## Requirement
Except for the pictures, output the records in full and exactly.

## Data for review
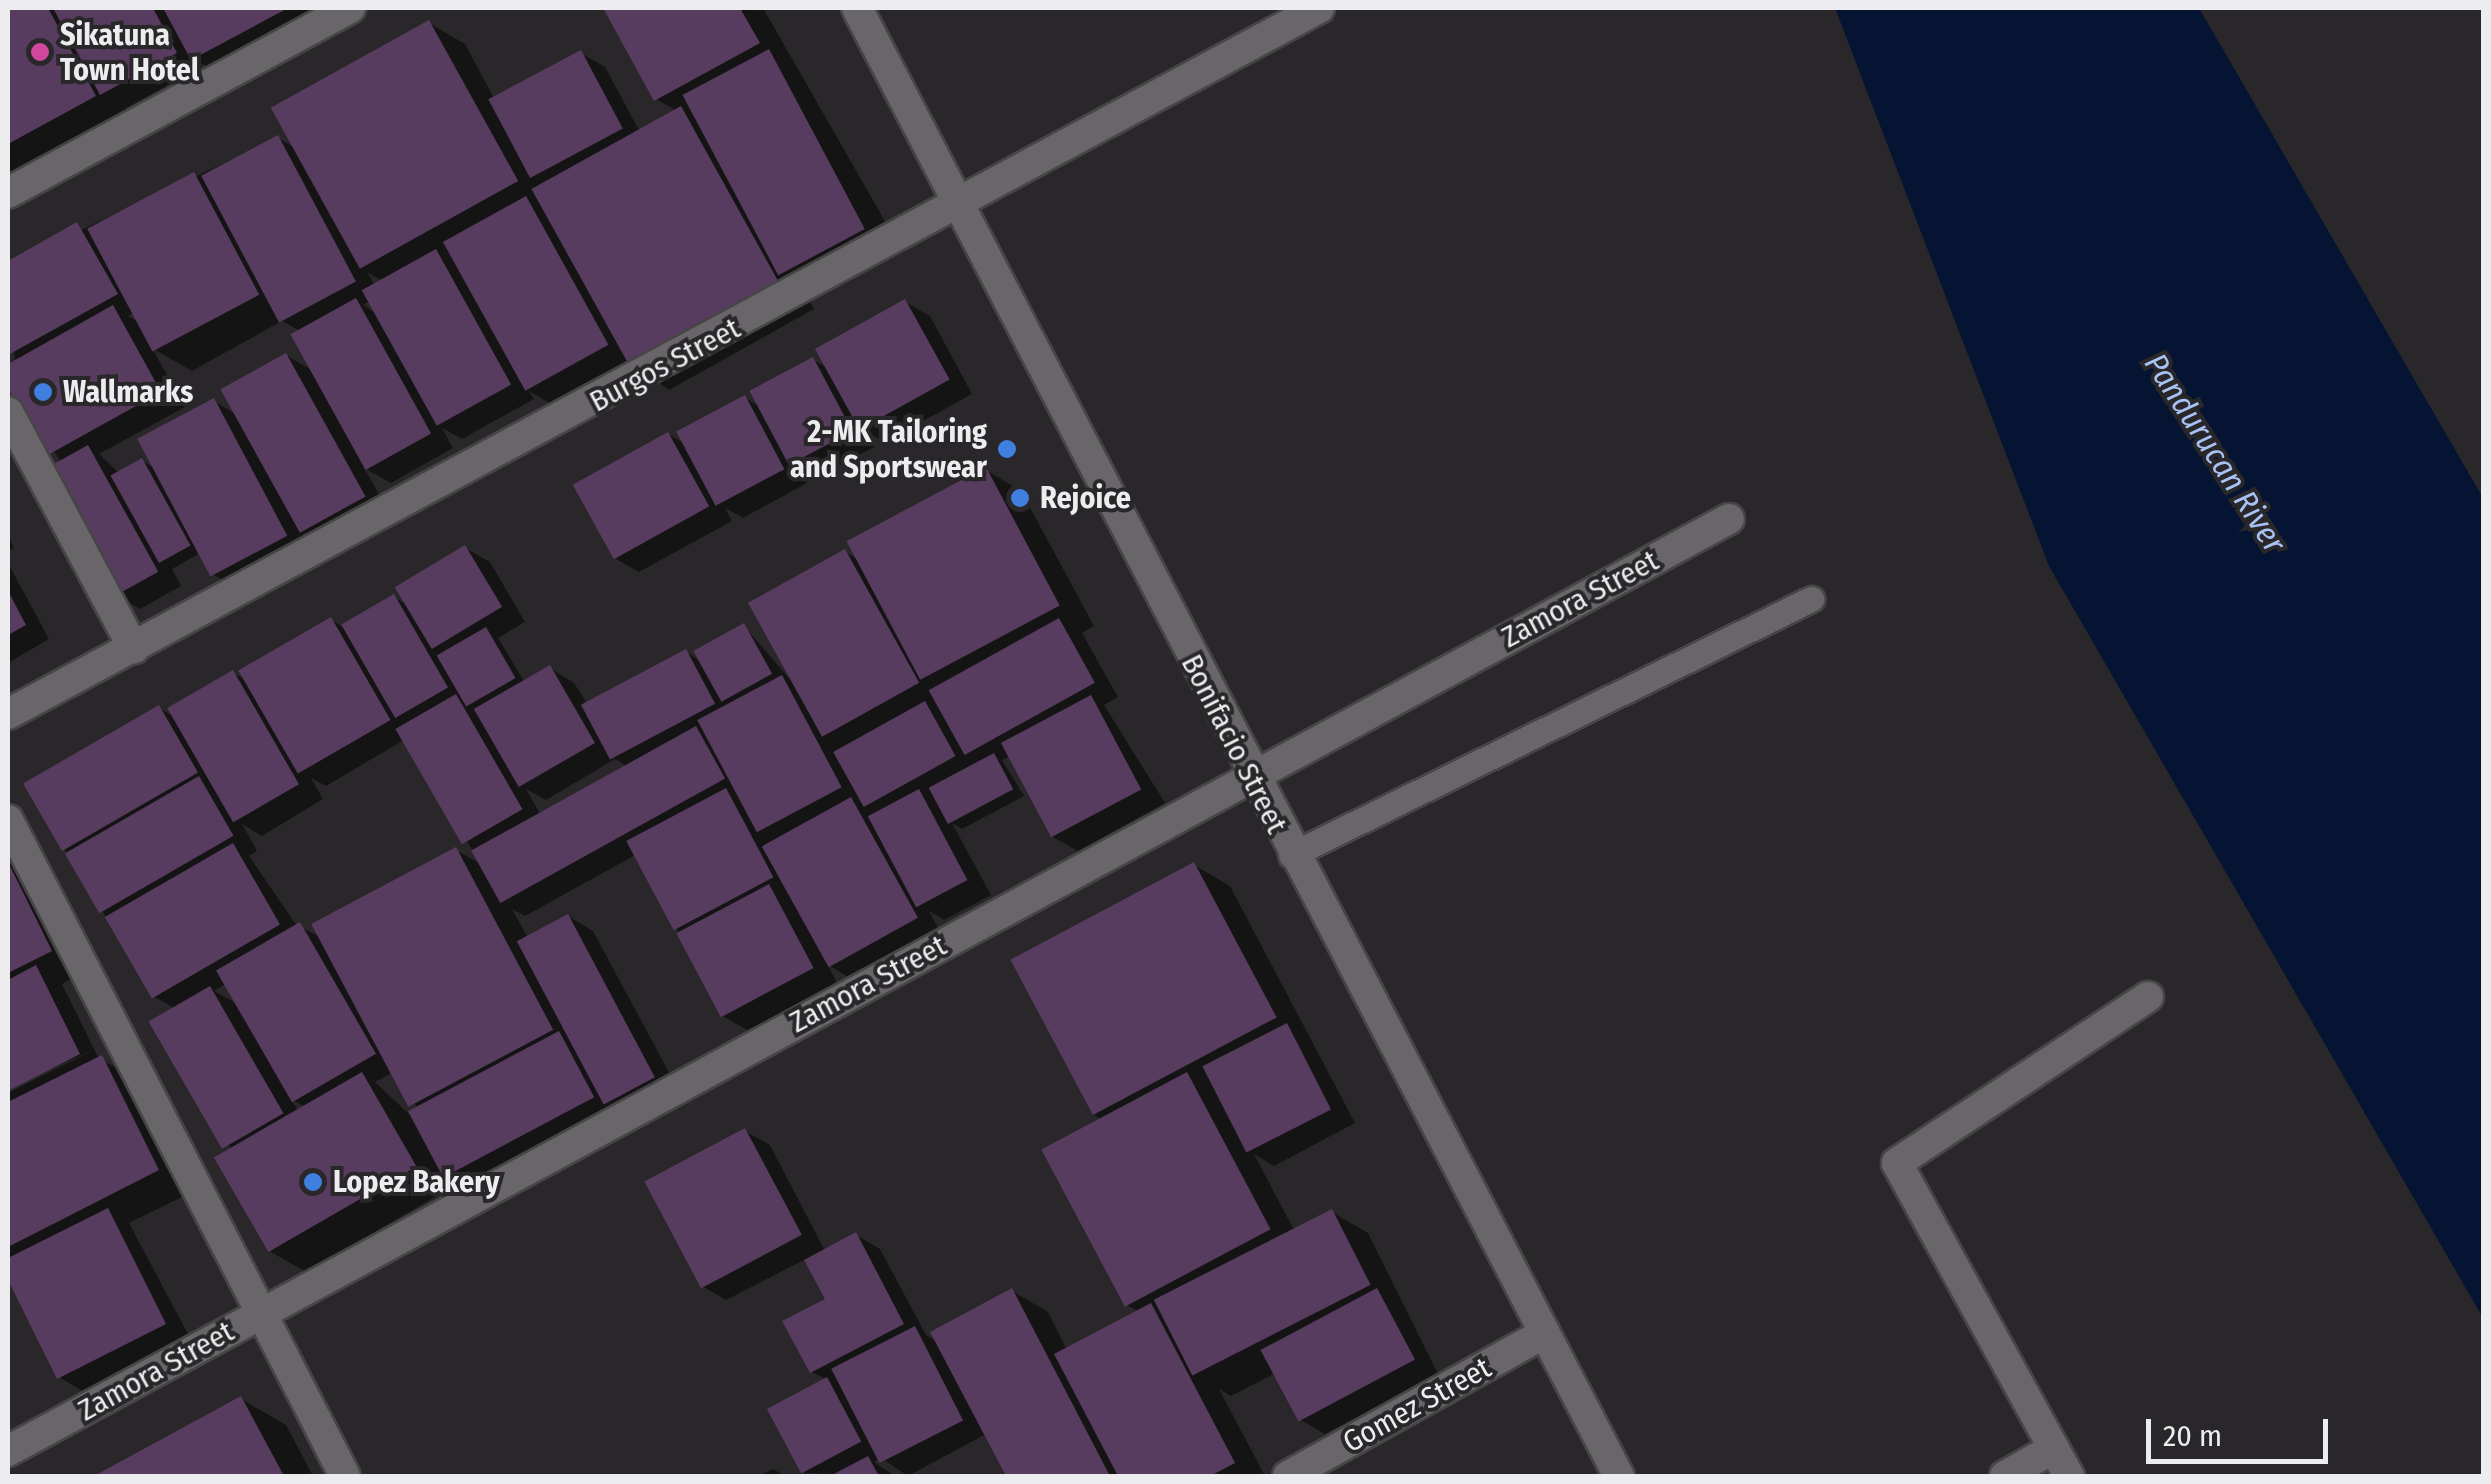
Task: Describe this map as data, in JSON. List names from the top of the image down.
{
  "streets": {
    "street": [
      "Burgos Street",
      "Zamora Street",
      "Bonifacio Street",
      "Gomez Street"
    ]
  },
  "crossings": [
    ["Burgos Street", "Bonifacio Street"],
    ["Zamora Street", "Bonifacio Street"],
    ["Bonifacio Street", "Gomez Street"]
  ],
  "water": ["Pandurucan River"],
  "places": [
    "Sikatuna Town Hotel",
    "Wallmarks",
    "2-MK Tailoring and Sportswear",
    "Rejoice",
    "Lopez Bakery"
  ],
  "scale_bar": "20 m"
}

## Exercise answer
Task: Describe this map as data, in JSON. List names from the top of the image down.
{
  "streets": {
    "street": [
      "Burgos Street",
      "Zamora Street",
      "Bonifacio Street",
      "Gomez Street"
    ]
  },
  "crossings": [
    ["Burgos Street", "Bonifacio Street"],
    ["Zamora Street", "Bonifacio Street"],
    ["Bonifacio Street", "Gomez Street"]
  ],
  "water": ["Pandurucan River"],
  "places": [
    "Sikatuna Town Hotel",
    "Wallmarks",
    "2-MK Tailoring and Sportswear",
    "Rejoice",
    "Lopez Bakery"
  ],
  "scale_bar": "20 m"
}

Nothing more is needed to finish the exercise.